◆ **EXERCISE PROMPT**: Copy out each line of the data holding "controls".

Records from a collection
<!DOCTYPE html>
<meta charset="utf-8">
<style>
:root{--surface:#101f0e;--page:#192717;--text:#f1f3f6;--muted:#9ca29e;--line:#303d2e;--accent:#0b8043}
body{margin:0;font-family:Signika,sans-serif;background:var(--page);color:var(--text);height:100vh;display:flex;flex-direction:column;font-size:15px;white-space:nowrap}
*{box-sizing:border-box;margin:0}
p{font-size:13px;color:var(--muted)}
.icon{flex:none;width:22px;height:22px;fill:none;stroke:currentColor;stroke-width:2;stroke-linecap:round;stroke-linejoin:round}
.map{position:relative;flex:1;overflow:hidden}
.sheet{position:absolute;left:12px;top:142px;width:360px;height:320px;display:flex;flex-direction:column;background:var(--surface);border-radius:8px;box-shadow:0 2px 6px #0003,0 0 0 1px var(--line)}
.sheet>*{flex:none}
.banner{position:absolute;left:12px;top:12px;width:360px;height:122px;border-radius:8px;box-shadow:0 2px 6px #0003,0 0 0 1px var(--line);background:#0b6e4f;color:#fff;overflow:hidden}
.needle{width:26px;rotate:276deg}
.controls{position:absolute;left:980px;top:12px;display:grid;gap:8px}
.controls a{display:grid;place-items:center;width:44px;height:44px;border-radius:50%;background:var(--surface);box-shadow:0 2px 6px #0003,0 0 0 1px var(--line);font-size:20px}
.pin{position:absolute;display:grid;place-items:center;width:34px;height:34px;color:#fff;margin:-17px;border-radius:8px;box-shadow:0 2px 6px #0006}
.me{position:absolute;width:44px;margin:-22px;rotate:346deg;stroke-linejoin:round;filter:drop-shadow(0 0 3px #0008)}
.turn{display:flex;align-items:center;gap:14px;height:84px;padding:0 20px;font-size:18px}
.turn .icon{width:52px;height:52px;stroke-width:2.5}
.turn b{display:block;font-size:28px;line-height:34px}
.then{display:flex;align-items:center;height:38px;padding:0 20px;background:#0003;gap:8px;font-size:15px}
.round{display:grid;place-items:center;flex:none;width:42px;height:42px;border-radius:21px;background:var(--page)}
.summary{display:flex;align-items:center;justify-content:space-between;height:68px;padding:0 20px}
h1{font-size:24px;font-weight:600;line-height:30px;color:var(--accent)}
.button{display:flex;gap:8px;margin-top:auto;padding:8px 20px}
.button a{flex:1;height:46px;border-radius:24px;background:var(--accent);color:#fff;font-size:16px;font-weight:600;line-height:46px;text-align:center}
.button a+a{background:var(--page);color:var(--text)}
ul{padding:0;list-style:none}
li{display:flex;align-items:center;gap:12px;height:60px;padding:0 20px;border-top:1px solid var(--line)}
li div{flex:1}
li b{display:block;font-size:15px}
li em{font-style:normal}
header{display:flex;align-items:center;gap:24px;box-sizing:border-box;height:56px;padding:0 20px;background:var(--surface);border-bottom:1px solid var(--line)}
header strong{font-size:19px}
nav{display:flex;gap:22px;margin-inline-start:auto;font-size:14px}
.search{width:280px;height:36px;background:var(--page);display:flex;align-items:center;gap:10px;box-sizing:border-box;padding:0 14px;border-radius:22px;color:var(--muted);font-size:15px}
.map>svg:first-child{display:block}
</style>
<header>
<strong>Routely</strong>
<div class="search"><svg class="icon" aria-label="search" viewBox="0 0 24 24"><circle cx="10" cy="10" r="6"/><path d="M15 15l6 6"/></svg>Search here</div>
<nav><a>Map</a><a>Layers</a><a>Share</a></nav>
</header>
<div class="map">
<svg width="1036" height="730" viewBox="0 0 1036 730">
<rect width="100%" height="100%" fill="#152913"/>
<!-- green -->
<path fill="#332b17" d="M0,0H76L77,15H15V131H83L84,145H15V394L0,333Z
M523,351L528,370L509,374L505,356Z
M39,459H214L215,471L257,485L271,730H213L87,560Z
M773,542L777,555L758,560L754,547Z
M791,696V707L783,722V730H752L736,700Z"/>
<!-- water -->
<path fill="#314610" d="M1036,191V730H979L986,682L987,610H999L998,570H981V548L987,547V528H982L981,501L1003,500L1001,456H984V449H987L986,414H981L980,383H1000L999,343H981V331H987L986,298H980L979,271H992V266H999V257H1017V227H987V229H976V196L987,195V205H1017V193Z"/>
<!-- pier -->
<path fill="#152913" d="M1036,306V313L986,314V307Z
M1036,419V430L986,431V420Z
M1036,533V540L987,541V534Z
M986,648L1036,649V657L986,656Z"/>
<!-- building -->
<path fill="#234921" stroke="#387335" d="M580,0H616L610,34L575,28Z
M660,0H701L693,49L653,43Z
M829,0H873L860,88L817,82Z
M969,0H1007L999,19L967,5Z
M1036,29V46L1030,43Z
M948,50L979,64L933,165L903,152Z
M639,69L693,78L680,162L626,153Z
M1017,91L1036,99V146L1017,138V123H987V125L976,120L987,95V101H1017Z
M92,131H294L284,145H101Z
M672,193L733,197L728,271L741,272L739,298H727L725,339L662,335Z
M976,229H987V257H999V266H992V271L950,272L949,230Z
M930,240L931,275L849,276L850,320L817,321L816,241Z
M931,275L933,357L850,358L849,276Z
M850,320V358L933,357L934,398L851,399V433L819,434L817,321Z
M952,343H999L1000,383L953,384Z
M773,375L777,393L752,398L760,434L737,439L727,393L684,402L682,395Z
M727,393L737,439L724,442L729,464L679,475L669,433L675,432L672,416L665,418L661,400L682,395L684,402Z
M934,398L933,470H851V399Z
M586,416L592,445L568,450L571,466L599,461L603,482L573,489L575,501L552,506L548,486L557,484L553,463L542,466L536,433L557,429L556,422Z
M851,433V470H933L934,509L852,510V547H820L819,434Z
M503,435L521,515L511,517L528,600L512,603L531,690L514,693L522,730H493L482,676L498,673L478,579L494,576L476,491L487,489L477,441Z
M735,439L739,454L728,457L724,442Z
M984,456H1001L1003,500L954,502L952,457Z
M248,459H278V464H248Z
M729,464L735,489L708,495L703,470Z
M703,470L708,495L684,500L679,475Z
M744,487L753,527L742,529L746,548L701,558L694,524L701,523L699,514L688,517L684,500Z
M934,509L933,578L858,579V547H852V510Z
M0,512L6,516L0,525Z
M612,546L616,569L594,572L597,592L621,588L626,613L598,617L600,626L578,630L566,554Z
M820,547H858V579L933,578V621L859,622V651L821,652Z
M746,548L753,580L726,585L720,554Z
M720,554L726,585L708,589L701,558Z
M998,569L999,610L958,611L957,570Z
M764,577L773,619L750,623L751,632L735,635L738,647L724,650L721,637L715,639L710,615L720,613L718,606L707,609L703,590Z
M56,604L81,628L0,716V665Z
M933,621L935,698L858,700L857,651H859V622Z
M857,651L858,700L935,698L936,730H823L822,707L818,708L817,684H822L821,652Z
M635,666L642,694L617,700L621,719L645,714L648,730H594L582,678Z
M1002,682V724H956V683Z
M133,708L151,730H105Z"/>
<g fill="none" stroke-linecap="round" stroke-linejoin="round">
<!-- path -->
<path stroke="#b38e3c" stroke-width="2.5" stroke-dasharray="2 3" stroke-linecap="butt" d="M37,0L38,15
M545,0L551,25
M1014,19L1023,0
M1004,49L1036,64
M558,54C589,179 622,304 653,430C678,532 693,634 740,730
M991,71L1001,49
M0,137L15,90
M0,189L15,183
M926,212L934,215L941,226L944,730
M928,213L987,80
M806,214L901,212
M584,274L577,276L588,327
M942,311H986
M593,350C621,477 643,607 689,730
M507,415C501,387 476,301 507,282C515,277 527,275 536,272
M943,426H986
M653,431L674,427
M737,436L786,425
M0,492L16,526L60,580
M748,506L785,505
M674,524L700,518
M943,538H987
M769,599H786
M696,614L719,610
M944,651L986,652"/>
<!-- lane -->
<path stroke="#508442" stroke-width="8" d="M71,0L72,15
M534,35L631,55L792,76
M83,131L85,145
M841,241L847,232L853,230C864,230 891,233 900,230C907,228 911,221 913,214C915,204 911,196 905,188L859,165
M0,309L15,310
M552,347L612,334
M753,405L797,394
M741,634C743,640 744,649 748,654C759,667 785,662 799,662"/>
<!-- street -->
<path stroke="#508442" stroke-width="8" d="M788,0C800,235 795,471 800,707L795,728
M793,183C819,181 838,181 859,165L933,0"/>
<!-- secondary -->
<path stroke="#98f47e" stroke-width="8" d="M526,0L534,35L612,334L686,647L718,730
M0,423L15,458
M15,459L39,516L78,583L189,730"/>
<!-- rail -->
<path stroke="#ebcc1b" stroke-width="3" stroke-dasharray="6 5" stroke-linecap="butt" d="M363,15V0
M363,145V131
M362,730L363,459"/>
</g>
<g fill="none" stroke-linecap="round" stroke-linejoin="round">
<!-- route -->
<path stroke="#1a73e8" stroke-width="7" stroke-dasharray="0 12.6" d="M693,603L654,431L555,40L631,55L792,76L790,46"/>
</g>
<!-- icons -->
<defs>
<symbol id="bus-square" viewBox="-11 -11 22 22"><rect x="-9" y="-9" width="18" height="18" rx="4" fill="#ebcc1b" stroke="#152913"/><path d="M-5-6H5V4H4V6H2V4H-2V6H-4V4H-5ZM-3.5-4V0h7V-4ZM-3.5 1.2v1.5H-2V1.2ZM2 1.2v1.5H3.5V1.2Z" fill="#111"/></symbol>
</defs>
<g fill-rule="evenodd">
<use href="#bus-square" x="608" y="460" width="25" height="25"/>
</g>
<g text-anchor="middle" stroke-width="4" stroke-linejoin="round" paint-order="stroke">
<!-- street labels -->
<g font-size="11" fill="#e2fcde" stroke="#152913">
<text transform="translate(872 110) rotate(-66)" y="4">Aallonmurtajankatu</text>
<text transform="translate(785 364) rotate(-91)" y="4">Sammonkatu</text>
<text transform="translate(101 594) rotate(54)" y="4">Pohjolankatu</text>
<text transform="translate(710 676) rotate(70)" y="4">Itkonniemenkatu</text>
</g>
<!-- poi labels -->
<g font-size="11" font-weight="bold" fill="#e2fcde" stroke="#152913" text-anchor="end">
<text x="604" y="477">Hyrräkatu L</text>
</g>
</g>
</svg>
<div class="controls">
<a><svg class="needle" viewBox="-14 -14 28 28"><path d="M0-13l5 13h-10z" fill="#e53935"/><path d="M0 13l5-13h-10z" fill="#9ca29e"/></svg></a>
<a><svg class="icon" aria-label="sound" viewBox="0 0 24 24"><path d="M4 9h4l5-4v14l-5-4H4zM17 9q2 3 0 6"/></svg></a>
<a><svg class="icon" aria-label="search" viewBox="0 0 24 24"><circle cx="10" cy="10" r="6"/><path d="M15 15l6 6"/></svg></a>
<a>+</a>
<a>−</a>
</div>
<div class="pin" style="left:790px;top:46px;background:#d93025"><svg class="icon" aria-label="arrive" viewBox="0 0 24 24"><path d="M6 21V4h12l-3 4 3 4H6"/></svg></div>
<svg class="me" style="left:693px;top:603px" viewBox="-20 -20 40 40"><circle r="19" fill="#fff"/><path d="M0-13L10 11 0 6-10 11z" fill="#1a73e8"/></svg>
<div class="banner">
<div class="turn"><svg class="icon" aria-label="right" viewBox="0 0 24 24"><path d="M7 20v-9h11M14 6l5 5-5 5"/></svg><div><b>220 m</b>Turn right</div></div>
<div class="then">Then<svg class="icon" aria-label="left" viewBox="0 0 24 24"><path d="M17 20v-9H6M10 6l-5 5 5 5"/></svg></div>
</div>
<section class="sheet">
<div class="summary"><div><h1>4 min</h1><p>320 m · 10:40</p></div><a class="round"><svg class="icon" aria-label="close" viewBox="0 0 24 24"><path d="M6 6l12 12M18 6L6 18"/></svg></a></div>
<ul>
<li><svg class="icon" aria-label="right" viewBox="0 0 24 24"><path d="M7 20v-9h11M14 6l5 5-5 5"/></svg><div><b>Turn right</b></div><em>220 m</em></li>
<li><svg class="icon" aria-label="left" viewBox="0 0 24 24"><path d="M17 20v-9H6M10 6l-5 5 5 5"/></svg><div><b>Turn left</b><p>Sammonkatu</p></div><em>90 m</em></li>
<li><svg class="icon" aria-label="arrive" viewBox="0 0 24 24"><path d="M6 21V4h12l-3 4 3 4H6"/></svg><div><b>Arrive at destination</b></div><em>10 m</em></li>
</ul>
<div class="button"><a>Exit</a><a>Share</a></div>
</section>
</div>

◆ **RESPONSE BOX**:
.controls{position:absolute;left:980px;top:12px;display:grid;gap:8px}
.controls a{display:grid;place-items:center;width:44px;height:44px;border-radius:50%;background:var(--surface);box-shadow:0 2px 6px #0003,0 0 0 1px var(--line);font-size:20px}
<div class="controls">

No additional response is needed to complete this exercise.